Fame And Self-Love
We have written about the desire for fame as a symptom of narcissism, and this is certainly true for many people, but there is another reason why many wish to become famous that’s much less nefarious, a reason that’s actually quite tragic and evokes empathy rather than spite.
This reason is the unconscious, secret hope that recognition and love in the public sphere will make up for the lack of recognition and love in the family of origin, thereby filling up that painful hole where self-love and self-esteem should be. People feel worthless and unlovable for a reason. The reason usually has less to do with actual personality traits than it does with having suffered through abuse, abandonment, trauma, etc. at the hands of primary caregivers. They were made to feel worthless and unlovable as children and this feeling has persisted into adulthood. People feel worthy and lovable for a reason too. The reason usually has less to do with actual personality traits than it does with having always felt loved for who they were as people, not anything they did or didn’t do. They were made to feel worthy and lovable as children and this feeling has persisted into adulthood.

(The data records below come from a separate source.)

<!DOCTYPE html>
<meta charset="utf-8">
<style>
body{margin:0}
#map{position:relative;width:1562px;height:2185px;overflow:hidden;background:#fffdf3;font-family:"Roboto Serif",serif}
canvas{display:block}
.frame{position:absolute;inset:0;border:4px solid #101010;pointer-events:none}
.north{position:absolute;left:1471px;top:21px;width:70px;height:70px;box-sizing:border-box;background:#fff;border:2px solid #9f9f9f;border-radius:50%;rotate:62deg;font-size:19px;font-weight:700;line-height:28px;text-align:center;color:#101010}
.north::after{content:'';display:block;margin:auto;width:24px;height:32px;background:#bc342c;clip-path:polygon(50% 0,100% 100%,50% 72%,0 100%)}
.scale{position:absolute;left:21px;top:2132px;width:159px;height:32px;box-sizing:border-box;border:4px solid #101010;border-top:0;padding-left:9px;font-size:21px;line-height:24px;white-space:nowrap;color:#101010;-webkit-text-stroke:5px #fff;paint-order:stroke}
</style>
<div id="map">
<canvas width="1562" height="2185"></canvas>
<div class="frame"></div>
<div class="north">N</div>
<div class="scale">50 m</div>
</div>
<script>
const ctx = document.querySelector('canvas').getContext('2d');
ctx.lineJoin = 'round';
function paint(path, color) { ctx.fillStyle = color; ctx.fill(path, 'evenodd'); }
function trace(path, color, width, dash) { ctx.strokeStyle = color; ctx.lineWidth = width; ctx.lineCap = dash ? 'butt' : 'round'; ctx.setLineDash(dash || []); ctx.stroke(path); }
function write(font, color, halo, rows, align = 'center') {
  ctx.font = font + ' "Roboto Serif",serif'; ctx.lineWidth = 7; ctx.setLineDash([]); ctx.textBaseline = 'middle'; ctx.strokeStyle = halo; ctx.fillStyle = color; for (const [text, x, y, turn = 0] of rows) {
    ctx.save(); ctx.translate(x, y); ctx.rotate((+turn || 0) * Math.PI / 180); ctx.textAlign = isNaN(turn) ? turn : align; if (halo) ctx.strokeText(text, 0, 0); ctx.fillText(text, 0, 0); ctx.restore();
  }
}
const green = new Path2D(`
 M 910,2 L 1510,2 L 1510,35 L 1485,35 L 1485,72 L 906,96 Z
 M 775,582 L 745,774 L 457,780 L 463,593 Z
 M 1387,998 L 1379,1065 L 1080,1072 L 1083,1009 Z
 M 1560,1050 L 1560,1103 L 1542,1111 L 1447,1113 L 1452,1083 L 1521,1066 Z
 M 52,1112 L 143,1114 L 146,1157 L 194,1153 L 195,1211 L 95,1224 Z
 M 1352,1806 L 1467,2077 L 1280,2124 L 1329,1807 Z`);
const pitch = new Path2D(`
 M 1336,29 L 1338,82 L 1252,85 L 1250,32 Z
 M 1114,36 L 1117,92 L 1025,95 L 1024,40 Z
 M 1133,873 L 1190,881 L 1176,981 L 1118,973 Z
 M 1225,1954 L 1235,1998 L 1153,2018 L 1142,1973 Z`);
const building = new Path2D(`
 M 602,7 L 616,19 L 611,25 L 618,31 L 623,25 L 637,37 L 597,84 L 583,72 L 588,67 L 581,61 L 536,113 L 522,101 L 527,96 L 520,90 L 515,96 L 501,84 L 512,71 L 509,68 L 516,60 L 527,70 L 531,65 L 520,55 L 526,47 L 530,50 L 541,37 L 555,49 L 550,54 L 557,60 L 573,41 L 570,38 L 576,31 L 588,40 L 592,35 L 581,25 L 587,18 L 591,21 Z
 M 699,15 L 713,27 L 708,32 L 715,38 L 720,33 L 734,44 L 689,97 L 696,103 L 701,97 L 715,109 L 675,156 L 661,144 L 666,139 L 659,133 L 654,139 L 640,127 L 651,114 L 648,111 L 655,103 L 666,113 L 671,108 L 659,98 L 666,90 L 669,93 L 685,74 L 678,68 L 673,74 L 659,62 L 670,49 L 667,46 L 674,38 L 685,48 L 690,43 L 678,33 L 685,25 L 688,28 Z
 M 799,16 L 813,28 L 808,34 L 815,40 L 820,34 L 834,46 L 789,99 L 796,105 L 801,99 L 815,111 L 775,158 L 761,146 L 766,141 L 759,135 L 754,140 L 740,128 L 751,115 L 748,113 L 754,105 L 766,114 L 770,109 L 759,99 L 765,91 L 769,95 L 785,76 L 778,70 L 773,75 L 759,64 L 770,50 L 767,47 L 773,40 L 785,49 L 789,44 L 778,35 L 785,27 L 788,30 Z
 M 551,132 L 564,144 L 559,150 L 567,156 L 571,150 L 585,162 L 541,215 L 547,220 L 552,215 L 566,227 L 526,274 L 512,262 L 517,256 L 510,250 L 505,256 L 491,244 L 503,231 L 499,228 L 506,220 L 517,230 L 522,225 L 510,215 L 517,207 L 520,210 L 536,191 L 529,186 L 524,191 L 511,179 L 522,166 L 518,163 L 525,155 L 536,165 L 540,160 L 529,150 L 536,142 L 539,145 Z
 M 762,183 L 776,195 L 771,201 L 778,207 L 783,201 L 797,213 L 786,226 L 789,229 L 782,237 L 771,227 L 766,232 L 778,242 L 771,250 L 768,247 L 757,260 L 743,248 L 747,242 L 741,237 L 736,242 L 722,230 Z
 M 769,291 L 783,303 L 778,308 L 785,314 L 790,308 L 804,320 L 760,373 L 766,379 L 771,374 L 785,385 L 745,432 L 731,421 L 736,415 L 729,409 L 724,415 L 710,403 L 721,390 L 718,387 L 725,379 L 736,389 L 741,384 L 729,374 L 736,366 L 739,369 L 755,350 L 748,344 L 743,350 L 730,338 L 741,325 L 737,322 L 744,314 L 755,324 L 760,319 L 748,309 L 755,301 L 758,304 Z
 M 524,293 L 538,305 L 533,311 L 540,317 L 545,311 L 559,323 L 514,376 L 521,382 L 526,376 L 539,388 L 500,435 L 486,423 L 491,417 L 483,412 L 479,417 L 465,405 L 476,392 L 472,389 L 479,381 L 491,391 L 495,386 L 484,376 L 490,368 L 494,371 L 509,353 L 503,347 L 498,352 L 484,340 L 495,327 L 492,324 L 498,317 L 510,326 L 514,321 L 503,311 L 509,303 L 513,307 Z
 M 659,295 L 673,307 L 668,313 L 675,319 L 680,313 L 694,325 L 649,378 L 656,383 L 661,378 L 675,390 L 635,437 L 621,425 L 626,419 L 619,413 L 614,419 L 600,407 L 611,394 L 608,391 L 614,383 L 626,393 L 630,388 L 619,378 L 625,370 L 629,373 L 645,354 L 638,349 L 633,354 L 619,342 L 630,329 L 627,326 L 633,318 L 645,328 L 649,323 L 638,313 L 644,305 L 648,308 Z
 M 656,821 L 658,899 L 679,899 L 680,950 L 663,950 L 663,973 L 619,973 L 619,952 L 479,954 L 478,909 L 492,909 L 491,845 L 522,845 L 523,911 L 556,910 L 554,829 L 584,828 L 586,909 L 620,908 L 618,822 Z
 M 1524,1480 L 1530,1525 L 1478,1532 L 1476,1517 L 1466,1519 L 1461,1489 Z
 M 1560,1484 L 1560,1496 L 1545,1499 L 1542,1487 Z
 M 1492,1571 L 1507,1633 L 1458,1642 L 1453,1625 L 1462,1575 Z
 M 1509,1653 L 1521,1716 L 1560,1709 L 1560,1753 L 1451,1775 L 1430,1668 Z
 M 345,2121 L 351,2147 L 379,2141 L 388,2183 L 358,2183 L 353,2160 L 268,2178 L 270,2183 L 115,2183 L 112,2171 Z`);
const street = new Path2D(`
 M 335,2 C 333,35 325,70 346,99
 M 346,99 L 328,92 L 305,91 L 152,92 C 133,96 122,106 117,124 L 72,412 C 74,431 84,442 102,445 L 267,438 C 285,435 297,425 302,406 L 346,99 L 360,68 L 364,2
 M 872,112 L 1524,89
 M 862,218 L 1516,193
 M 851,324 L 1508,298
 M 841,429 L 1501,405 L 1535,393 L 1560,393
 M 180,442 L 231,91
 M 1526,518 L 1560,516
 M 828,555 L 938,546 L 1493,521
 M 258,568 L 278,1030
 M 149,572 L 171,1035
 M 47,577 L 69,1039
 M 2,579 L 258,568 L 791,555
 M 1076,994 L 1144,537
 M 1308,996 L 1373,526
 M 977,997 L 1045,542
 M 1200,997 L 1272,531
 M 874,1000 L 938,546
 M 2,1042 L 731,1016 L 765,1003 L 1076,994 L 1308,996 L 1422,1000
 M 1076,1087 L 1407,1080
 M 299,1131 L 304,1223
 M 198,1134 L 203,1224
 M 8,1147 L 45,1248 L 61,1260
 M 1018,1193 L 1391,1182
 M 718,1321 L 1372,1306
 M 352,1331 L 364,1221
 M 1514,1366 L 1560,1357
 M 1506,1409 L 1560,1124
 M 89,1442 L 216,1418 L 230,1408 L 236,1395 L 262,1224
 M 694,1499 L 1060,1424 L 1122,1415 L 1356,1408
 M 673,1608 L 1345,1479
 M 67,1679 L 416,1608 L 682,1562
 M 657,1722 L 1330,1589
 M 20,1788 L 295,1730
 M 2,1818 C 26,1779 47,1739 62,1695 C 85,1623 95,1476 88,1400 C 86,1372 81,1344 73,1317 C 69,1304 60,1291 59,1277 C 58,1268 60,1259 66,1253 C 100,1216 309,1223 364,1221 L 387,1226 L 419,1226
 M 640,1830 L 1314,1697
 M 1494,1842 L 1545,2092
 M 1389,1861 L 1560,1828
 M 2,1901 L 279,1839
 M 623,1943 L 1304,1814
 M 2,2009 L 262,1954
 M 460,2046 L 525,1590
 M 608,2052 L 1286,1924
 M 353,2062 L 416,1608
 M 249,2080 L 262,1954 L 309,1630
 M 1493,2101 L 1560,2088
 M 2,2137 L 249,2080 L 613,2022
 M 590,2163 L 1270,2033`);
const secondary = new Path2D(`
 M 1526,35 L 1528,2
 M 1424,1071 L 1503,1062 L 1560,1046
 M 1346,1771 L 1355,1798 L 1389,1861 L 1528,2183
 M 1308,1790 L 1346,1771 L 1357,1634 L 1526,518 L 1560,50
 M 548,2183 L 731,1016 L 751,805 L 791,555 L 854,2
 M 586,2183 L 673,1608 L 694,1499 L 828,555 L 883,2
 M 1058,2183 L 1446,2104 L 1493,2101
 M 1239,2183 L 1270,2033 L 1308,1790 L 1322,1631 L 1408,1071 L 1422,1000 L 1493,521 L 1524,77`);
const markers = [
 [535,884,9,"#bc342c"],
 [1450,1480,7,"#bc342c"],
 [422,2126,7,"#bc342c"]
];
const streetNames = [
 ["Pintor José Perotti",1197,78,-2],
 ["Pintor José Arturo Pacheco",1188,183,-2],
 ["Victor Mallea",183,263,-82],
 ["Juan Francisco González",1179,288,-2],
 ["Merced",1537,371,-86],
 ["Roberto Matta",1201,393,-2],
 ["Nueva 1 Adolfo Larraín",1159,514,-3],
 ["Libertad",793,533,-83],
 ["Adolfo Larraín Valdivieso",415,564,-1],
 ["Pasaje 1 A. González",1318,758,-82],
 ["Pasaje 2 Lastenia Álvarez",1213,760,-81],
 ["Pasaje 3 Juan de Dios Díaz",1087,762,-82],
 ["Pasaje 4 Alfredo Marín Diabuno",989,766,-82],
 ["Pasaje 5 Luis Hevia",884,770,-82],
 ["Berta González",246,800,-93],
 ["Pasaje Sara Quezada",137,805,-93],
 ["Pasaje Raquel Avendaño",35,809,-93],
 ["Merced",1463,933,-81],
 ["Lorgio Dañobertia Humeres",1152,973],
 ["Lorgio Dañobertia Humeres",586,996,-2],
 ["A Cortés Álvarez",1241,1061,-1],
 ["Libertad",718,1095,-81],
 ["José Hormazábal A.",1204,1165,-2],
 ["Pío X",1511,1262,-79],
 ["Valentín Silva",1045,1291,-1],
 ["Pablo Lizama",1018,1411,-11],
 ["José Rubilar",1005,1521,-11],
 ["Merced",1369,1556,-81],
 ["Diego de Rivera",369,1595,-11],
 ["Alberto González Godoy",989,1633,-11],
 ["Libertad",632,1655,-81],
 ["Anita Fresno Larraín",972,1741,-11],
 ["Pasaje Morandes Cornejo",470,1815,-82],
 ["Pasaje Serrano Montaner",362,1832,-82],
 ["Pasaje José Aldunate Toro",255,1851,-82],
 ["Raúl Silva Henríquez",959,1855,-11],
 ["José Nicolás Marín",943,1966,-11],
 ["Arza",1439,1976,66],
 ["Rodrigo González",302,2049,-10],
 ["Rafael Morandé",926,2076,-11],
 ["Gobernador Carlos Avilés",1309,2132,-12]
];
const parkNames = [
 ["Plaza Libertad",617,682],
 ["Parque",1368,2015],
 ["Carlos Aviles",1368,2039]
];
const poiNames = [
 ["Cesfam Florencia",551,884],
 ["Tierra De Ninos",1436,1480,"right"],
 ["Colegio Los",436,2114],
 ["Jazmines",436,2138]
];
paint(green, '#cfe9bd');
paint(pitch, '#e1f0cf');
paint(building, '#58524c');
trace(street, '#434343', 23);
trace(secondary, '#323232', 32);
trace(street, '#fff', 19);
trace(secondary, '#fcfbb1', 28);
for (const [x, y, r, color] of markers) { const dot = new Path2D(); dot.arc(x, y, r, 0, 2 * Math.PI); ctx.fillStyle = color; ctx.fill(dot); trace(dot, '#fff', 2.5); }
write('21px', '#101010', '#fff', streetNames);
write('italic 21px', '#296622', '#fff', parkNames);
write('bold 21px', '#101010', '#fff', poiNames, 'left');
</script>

So what’s the thought process for those who secretly feel worthless and unlovable and seek fame as a way to alleviate this painful state of affairs? “If millions of people all believe I’m worthy and lovable then it will prove that my primary caregivers were wrong about me. More importantly, it will prove that I’m wrong about myself.”
The outcome is tragic whether fame is acquired or not though. If it’s not acquired then a life is spent desperately seeking approval that never comes rather than focusing on growth and self-actualization, indefinitely repeating a harmful cycle that started in childhood. If it is acquired then the painful truth of fame is discovered firsthand. Famous people aren’t loved for who they are, they’re loved for what they represent. Fans treat them not as unique, complicated, fallible, lovable individuals but as one-dimensional godlike figures whose purpose is to make up for felt deficits. And therefore fans are fickle. Famous people are ripped down from their pedestals just as quickly as they were raised up.
The point? Self-love can’t come from out there. You’ve got to work on loving yourself for how you are in the world, a choice that is always up to you. All that energy exhausted on seeking fame can be redirected towards the primary goals of human life from our existential point of view, which are loving interpersonal relationships and creative work. Self-love will follow.